Raúl Mondesi's crimes, a minor trade, glove repair, Fotomats, Alice Munro, why the fascists aren't conservatives, and revolutionary garbage bins

Cup of Coffee: July 9, 2024

Good morning!

Today we Remember a Guy, though we do so for dubious reasons, there was a minor trade, and we talk about glove repair.

In Other Stuff we talk about repurposed Fotomat booths, learn some dark news about the late Alice Munro, talk about why we should stop using the word “conservative” to describe Trump and the Republicans, look at a scary poll, share a good quote from the Spanish Prime Minister, and watch a revolution take place in New York City.


And That Happened 

Here are the scores. Here are the highlights:

Pirates 8, Mets 2: Mitch Keller went eight innings allowing just two runs and a five-run sixth inning gave him all the cushion he’d need to pick up his tenth win on the season. Oneil Cruz and Joshua Palacios homered for the Buccos. The clubs split the four-game set.

Cardinals 6, Nationals 0: Miles Mikolas (6.1 IP, 6H, 0 ER) and two relievers combined for an eight-hit shutout. Paul Goldschmidt homered and Alec Burleson singled in two late and drove in three in all.

Tigers 1, Guardians 0: The rare Guardians game I could watch without being blacked out thanks to FS1. The only real drawback was having to listen to studio host Chris Myers say “welcome to The MLB on FS1” before the game got going. Sigh. As for the game itself, it was scoreless through seven as the Tigers’ Keider Montero (6.1 IP, 3 H, 0 ER) and Cleveland’s Gavin Williams (5.1 IP, 4 H, 0 ER) were on top of things. Two Tigers relievers completed the three-hit shutout. Detroit’s lone run scored on an error from Guardians shortstop Brayan Rocchio in the eighth.

Reds 6, Rockies 0: Andrew Abbot (7 IP, 3, H, 0 ER, 8K) was fantastic and he and two relievers tossed a four-hit shutout. Reds right fielder Rece Hinds homered and doubled in his MLB debut. Elly De La Cruz had an RBI double, stole two bases, and scored twice. This, from the AP game story was fun:

After Rockies starter Ryan Feltner threw a pitch in the fourth, the return toss from catcher Elias Díaz deflected off Feltner's glove, allowing Jeimer Candelario to score from third to put Reds ahead 2-0. Díaz was charged with an error.

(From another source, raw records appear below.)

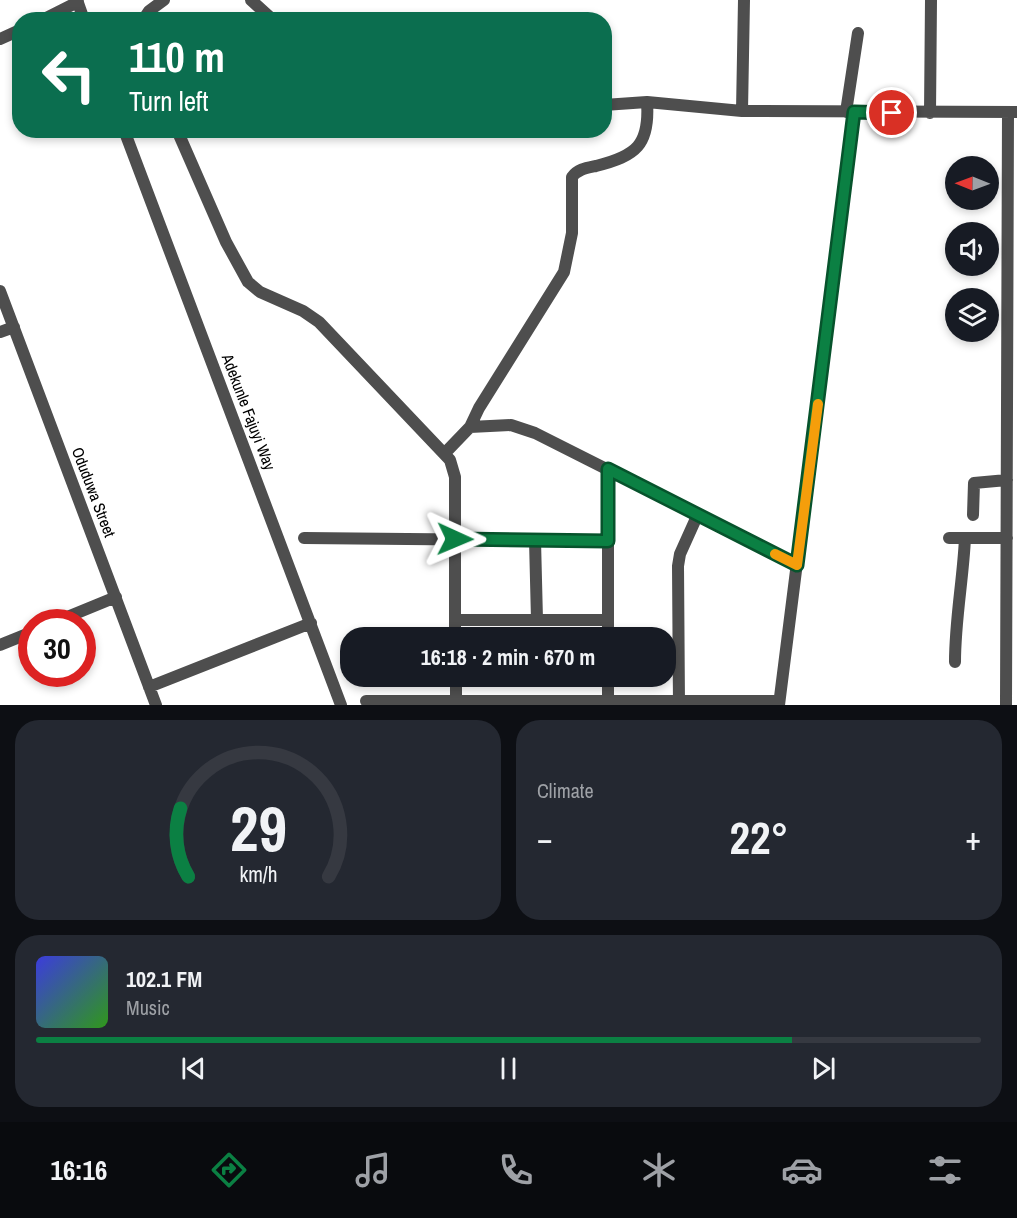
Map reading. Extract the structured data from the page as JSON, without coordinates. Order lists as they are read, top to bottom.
{
  "streets": {
    "street": ["Adekunle Fajuyi Way", "Oduduwa Street"]
  },
  "north": "left",
  "page": {
    "turn": ["110 m", "Turn left"],
    "limit": "30",
    "trip": "16:18 · 2 min · 670 m",
    "tile": "Climate",
    "heat": ["−", "22°", "+"],
    "song": ["102.1 FM", "Music"],
    "tabs": "16:16",
    "gauge": ["29", "km/h"]
  }
}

“That was frustrating,” Colorado manager Bud Black said. “Catchable ball that (Feltner) looked a touch lackadaisical on. We talked about it down in the tunnel. In that type of game, one run can make a difference.”

It can make a difference, but dude, you lost 6-0.

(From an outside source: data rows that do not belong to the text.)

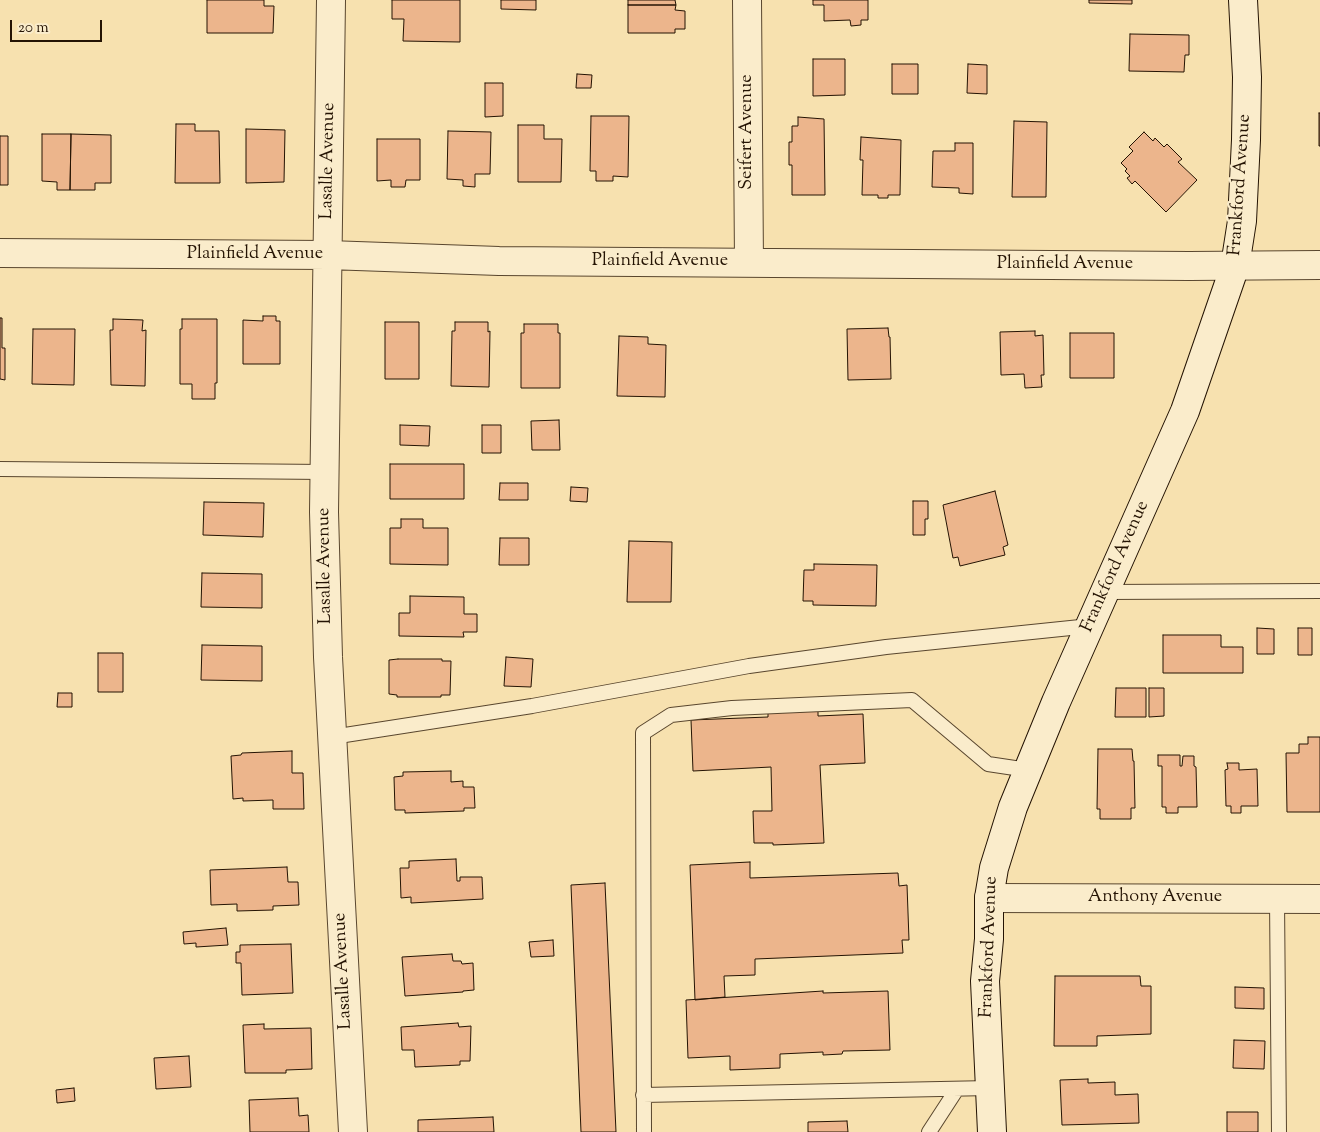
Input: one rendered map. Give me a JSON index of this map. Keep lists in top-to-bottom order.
{
  "streets": {
    "street": [
      "Seifert Avenue",
      "Lasalle Avenue",
      "Frankford Avenue",
      "Plainfield Avenue",
      "Anthony Avenue"
    ]
  },
  "crossings": [
    ["Seifert Avenue", "Plainfield Avenue"],
    ["Lasalle Avenue", "Plainfield Avenue"],
    ["Frankford Avenue", "Plainfield Avenue"],
    ["Frankford Avenue", "Anthony Avenue"]
  ],
  "scale_bar": "20 m"
}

Twins 8, White Sox 6: Brooks Lee and Manuel Margot each drove in runs in the tenth inning, one via an RBI single which scored the Manfred Man, one a groundout that scored Byron Buxton, who had led off the inning with a single. Lee, by the way, is 11 for 24 since being called up last Wednesday. Earlier Carlos Correa and Trevor Larnach. The Twins have homered in 26 straight games. The White Sox are now 41 games under .500.

Rangers 9, Angels 4: Corey Seager and Wyatt Langford each went deep — Seager’s was a 457-foot number — and a five-run fourth inning broke things open to give Texas its fourth straight win. For the Angels Anthony Rendon returned to action for the first time in 69 games and had an RBI single.

Atlanta 5, Diamondbacks 4: Sean Murphy’s two-out, two-run homer in the ninth forced extras, an Ozzie Albies sac fly in the tenth kept kept the party going, and Marcell Ozuna’s sac fly in the 11th completed the game’s scoring and gave the win to Atlanta. Dbacks closer Paul Sewald gave up that homer to Murphy. It was his third blown save in as many chances.


The Daily Briefing

Remembering Some Guys

I’ve decided that whenever a ballplayer of yore from whom we have not heard much for many years makes the news for criminal and/or infamous and/or dubious purposes, I will put it under the heading Remembering Some Guys. Because hey, remembering some guys is not just reserved for thinkin’ about the good old days.

Today’s Guy to be Remembered is Raúl Mondesi, who played for 13 seasons, most notably with the Dodgers but with stops in Toronto, New York, Arizona, Anaheim, Pittsburgh, and Atlanta. He was the NL Rookie of the Year in 1994. He was an All-Star in 1995 and won two Gold Gloves. Had a HELL of an arm, hit 271 homers, and had a career line of .273/.331/.485 (113 OPS+) which is pretty dang good all things considered.

And now he’s been officially adjudged to be a corrupt mayor:

Former Los Angeles Dodgers outfielder Raúl Mondesi was sentenced Friday by a Dominican court to six years and nine months in jail and fined $507,000 for corruption during his time as mayor in the city of San Cristobal.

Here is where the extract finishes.